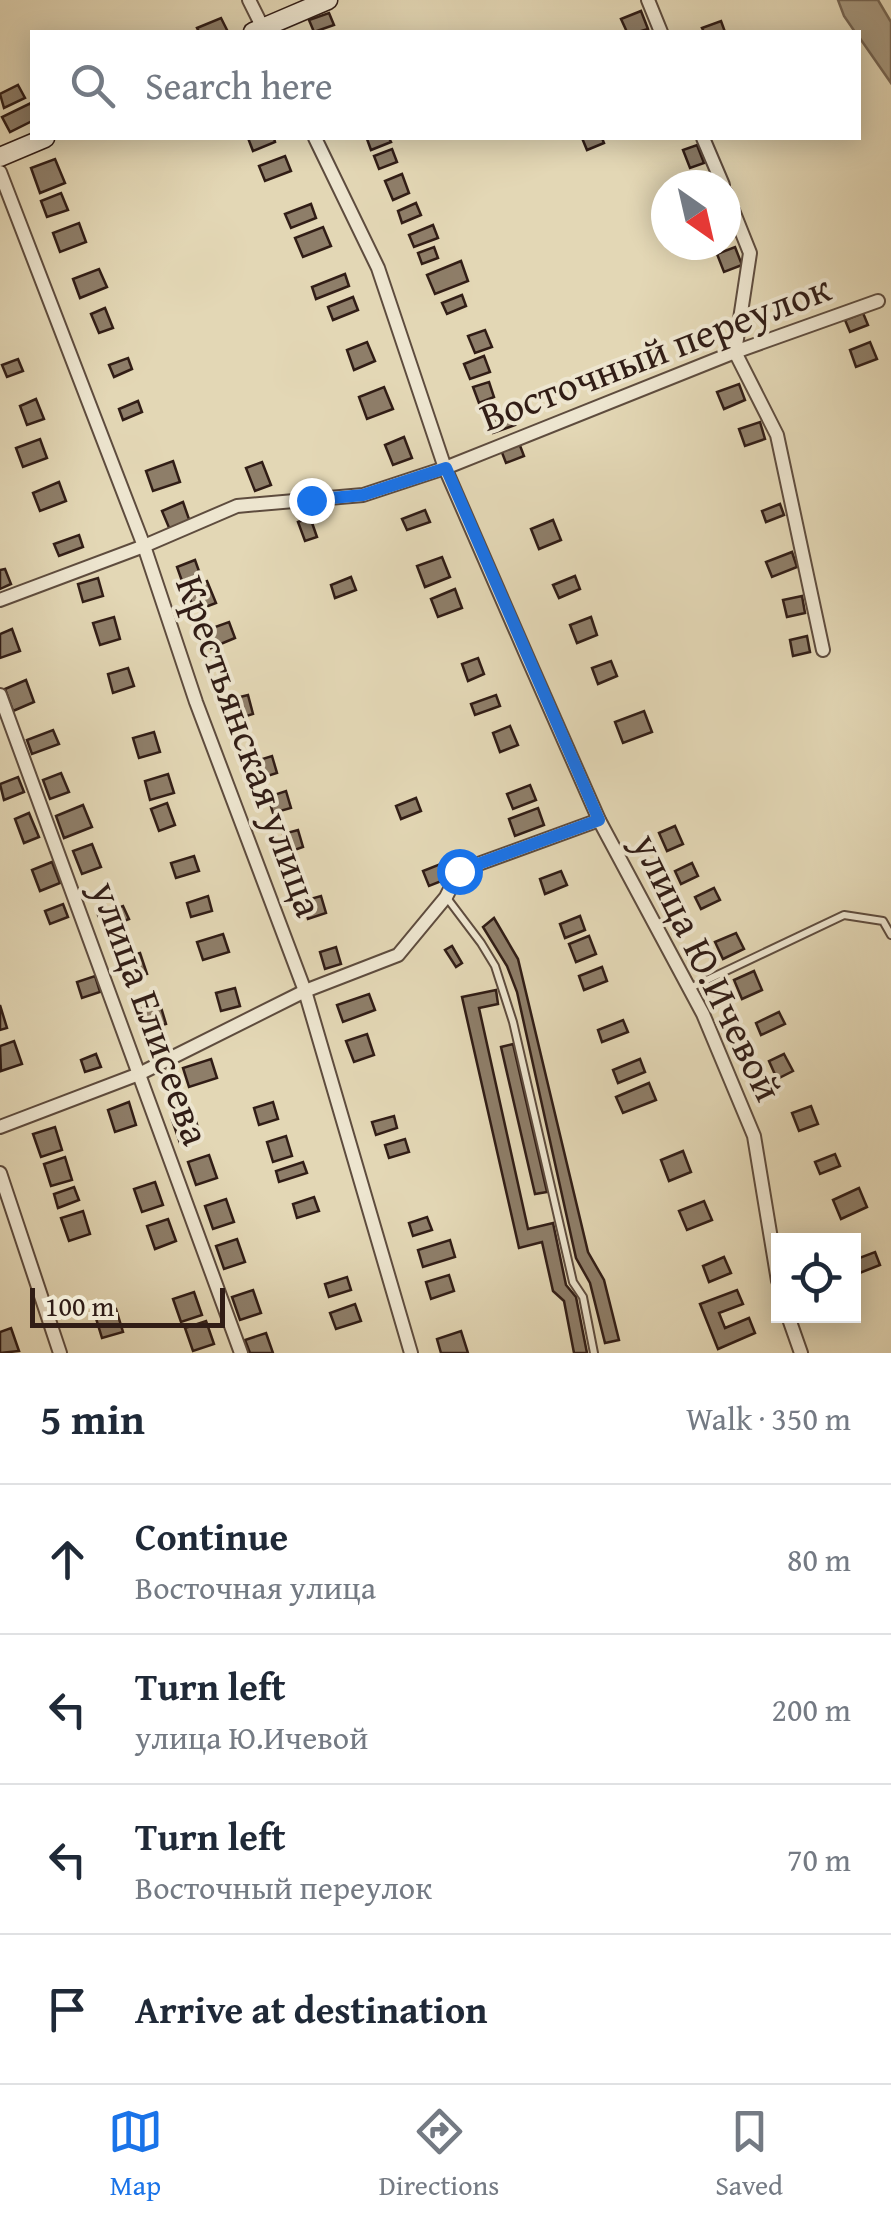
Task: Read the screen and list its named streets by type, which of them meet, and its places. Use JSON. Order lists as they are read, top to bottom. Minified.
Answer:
{"streets":{"street":["Восточный переулок","Крестьянская улица","улица Ю.Ичевой","улица Елисеева"]},"crossings":[["Восточный переулок","Крестьянская улица"],["Восточный переулок","улица Ю.Ичевой"]],"scale_bar":"100 m","north":"bottom right","page":{"search":"Search here","scale":"100 m","heading":["5 min","Walk · 350 m"],"list":[["Continue","Восточная улица","80 m"],["Turn left","улица Ю.Ичевой","200 m"],["Turn left","Восточный переулок","70 m"],"Arrive at destination"],"nav":["Map","Directions","Saved"]}}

------------

## YOUR INSTRUCTIONS
What is needed is an exact copy of the data, with the pictures removed.

## EXERCISE ANSWER
Task: Read the screen and list its named streets by type, which of them meet, and its places. Use JSON. Order lists as they are read, top to bottom. Minified.
Answer:
{"streets":{"street":["Восточный переулок","Крестьянская улица","улица Ю.Ичевой","улица Елисеева"]},"crossings":[["Восточный переулок","Крестьянская улица"],["Восточный переулок","улица Ю.Ичевой"]],"scale_bar":"100 m","north":"bottom right","page":{"search":"Search here","scale":"100 m","heading":["5 min","Walk · 350 m"],"list":[["Continue","Восточная улица","80 m"],["Turn left","улица Ю.Ичевой","200 m"],["Turn left","Восточный переулок","70 m"],"Arrive at destination"],"nav":["Map","Directions","Saved"]}}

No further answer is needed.